In the coming days, weeks, and months, the Microsoft community will be consumed by a widening deluge of information about Windows 7, the successor to Windows Vista. Now, I know what you're thinking: Most of you haven't even deployed Vista yet, and many of you are still horrified at the thought of doing so. Is it too soon to begin a discussion of Windows 7?
In some ways, I don't think so. One of the problems with Vista was that when the OS first launched in November 2006--yes, it was almost exactly two years ago--Microsoft didn't have much of a story to tell businesses. Sure, Vista had BitLocker drive encryption. And it had ... well, what else did it have? Most of the Vista story at launch surrounded the consumer-oriented improvements, not business advances.
Today, the Vista picture for businesses is much brighter. Microsoft's deployment technologies have matured, and the company now offers an enticing and ever-growing family of optimized desktop tools that are slowly migrating us all to virtualized compatibility solutions such as Application Virtualization 4.5 (now available) and Kidaro (coming soon). SP1 is out, and aside from the weird psychological barrier that all Microsoft SP1 releases seem to cross, this release also brings with it performance, stability, reliability, and compatibility improvements.

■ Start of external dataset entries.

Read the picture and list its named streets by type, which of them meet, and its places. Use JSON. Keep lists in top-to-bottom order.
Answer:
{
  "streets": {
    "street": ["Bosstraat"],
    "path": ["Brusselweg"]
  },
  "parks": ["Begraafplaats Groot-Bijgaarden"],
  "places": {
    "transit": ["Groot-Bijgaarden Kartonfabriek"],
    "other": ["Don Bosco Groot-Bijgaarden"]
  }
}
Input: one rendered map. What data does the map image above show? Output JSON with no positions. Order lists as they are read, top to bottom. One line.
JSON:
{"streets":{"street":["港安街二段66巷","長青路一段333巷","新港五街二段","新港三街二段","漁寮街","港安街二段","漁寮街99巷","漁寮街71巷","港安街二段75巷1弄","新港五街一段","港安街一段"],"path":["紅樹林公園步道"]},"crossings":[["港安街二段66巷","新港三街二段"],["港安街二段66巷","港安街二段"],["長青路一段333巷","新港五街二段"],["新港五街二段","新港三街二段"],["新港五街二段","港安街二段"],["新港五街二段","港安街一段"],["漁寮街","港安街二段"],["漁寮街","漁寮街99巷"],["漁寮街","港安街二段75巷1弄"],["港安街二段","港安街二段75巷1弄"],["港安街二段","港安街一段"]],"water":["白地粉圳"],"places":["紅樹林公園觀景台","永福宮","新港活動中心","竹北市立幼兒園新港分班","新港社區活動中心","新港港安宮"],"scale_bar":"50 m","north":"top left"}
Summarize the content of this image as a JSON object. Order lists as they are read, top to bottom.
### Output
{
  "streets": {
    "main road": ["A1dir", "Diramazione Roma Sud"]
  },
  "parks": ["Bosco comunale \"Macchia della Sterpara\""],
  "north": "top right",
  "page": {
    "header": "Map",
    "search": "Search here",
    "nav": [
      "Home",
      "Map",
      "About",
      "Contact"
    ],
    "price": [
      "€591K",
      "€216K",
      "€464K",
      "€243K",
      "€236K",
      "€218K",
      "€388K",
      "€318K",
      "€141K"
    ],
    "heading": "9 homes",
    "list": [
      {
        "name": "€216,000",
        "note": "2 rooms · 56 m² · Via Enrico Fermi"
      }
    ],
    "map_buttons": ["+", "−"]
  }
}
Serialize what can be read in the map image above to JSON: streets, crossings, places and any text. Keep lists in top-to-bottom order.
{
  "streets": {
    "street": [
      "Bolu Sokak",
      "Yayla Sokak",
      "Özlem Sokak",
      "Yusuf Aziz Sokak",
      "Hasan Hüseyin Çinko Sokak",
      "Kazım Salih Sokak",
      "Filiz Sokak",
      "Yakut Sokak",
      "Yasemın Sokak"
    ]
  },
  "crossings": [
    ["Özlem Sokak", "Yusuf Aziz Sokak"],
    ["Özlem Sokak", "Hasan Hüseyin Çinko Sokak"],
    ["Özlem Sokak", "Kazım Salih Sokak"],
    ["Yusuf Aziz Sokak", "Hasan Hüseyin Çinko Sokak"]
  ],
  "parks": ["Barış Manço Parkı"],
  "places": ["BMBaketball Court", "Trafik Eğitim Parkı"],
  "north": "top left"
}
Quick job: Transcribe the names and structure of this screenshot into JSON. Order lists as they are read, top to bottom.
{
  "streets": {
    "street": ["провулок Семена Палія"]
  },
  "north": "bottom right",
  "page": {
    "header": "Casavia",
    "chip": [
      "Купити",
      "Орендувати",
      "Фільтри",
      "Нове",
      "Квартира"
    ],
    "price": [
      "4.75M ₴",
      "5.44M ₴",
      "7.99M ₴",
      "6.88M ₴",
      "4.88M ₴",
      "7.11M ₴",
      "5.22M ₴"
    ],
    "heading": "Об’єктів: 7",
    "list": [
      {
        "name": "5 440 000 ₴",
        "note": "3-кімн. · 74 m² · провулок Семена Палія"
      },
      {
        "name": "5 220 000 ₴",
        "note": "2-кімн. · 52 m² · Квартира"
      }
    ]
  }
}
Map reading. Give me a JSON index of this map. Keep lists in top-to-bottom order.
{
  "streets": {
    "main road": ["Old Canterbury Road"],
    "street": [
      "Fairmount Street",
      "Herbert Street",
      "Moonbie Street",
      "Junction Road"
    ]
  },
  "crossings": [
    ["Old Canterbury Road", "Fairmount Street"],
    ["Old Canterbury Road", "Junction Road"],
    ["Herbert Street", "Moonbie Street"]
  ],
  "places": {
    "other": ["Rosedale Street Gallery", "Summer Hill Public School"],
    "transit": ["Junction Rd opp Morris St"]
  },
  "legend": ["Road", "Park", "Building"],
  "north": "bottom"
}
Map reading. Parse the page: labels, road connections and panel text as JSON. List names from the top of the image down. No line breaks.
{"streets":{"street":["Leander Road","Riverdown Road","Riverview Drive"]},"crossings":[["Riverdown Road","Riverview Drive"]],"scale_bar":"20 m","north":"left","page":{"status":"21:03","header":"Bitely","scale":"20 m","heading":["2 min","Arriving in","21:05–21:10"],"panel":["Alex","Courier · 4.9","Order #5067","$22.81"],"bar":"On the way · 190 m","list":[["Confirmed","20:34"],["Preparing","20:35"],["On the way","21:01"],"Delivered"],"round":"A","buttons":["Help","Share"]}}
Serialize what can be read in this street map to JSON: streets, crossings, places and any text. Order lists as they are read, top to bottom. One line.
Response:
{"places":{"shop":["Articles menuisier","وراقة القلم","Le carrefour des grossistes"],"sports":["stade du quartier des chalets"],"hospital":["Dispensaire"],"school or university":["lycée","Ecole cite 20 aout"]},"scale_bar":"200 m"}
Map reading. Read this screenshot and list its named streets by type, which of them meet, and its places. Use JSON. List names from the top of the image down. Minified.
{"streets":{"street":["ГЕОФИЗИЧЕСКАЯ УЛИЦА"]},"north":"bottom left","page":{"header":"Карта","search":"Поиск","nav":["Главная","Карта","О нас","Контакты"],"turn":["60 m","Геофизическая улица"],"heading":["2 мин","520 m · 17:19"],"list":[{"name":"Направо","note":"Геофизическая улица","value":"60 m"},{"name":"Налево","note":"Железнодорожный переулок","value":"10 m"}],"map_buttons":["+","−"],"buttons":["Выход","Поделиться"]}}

In benchmark after benchmark, Vista continues to perform well against Windows XP on the same hardware. The barriers are just coming down.
But what about Windows 7? Depending on who you talk to, you should wait for Windows 7 before moving off of XP or you should migrate to Vista first. For an OS that isn't in the hands of more than a few of Microsoft's closest partners, there seems to be a lot of conflicting opinions out there.
Here's what we do know. Windows 7 can and should be considered Vista Release 2 (R2). In fact, I think Microsoft should market the business versions of the OS under that very name. Beginning with the release of Vista SP1 and Windows Server 2008, Microsoft no longer forks its Windows code tree for new releases. So the next versions of Windows client (7), Windows Server (2008 R2), and Windows Home Server (WHS) will all be based from exactly the same code. Microsoft will simply combine the right components to create the Windows version it wants and ship it. It's a much simpler system than before.
In fact, at least one Microsoftie, speaking off the record during my trip to Redmond last week, explained that Windows 7, in many ways, would simply be Vista SP2. From a compatibility standpoint, all the work Microsoft is doing will show up in Vista first and will work identically in Windows 7. It's not changing the underlying platform at all, so if a hardware device or software application works on Vista, it will work fine on 7 as well.
One thing that is changing is Microsoft's approach to product bundling. I'm sure everyone is at least passingly familiar with the fact that the software giant has gotten into trouble with antitrust regulators around the globe for bundling applications into Windows. So with Windows 7, many bundled apps--such as Windows Mail, Movie Maker, and Photo Gallery--are being yanked out of the OS and will be made available as separate free downloads from Windows Live. This change has two nice side effects. One, it keeps Windows lean and mean, and allows those who are not interested in such fluff to keep those bits--and their various problems and resulting updates--off their PCs. Second, it allows Microsoft to update these applications much more frequently. Windows Live applications can be updated monthly, quarterly, or yearly, instead of every two-to-four-years when they're part of Windows. (And for antitrust enthusiasts, let's face it, less bundling means less oversight.)
We'll get our first taste of Windows 7 at the Professional Developers Conference (PDC) in late October, when Microsoft will ship a pre-beta version of the OS to attendees. And rumors place the Beta 1 release before the end of the year. I do know this: More than one person told me that Windows 7, in its current form, is in far better shape than was Vista Beta 1 three long years ago. In fact, they're not even comparable from a usability standpoint. That alone makes Windows 7--and its widely anticipated Q1 2010 release date--all the more interesting. With Vista, there was never really a sense that it was ever going to be ready.
So is it too soon to think about Windows 7? Let me know what you think. Certainly, I'm curious about what Microsoft is planning for its key customer demographics this time around, and I'll be paying particularly close attention to its plans for businesses. Soon, I hope, we'll know if there's enough meat there to get excited about.